METHODS: Longitudinal observational data on a national sample of heroin addicts referred to addiction treatment services throughout England were re-analysed. Predictions from a Poisson random-effects model were used to estimate the incremental effectiveness and cost-effectiveness of treatment programmes. Interaction variables were used to assess whether the injecting of heroin on entry to treatment had an impact on cost-effectiveness.
RESULTS: The findings rejected the null hypothesis that increasing time in treatment (and therefore treatment cost) has no mean crime prevention effect on clients referred for community-based methadone treatment, treatment delivered within specialist drug dependency units and residential rehabilitation programmes (P < 0.05).

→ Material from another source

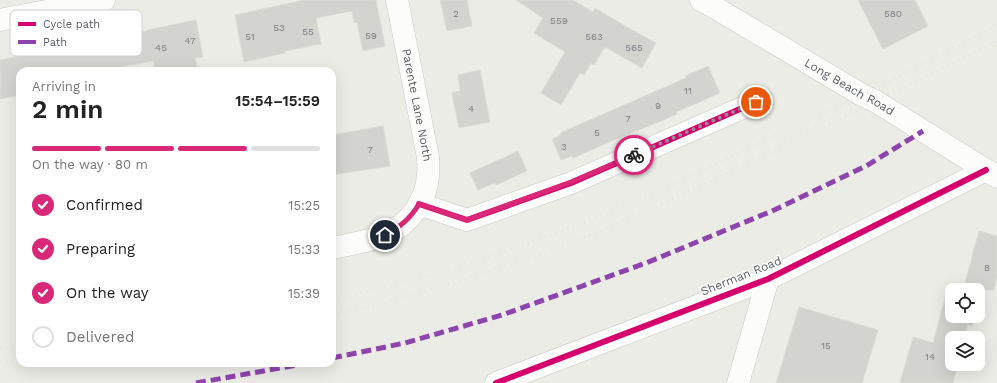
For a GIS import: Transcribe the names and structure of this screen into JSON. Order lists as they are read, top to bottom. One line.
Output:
{"streets":{"street":["Long Beach Road","Parente Lane North","Sherman Road"]},"crossings":[["Long Beach Road","Sherman Road"]],"house_numbers":["2","580","559","53","55","59","51","563","47","45","565","11","9","4","7","5","3","7","8","15","14"],"legend":["Cycle path","Path"],"page":{"heading":["2 min","Arriving in","15:54–15:59"],"bar":"On the way · 80 m","list":[["Confirmed","15:25"],["Preparing","15:33"],["On the way","15:39"],"Delivered"]}}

However, the size of the cost per unit of effect based on model predictions was sensitive to the exclusion of a small group of outlying observations. The interaction between client injecting status and time in treatment was found to be statistically significant (P < 0.05), with an estimated reduction in treatment cost-effectiveness across all treatment programmes for clients who reported injecting drugs at treatment intake.

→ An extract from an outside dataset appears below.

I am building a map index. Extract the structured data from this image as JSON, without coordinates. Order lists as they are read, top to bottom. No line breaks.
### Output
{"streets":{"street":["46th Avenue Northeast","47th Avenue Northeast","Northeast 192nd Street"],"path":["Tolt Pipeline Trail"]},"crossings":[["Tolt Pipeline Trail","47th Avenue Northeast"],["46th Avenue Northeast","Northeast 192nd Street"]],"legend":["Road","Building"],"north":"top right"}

CONCLUSIONS: Whilst the analyses did not include an evaluation of the effect of treatment programmes on client health and quality of life and stopped short of providing a social weighting for the predicted reduction in crimes, they do offer a useful starting point for establishing the cost-effectiveness of treating heroin addiction. The onus is on public decision-makers to decide whether the predicted reductions in crime are worth the opportunity costs of investing extra resources in a major expansion of treatment services.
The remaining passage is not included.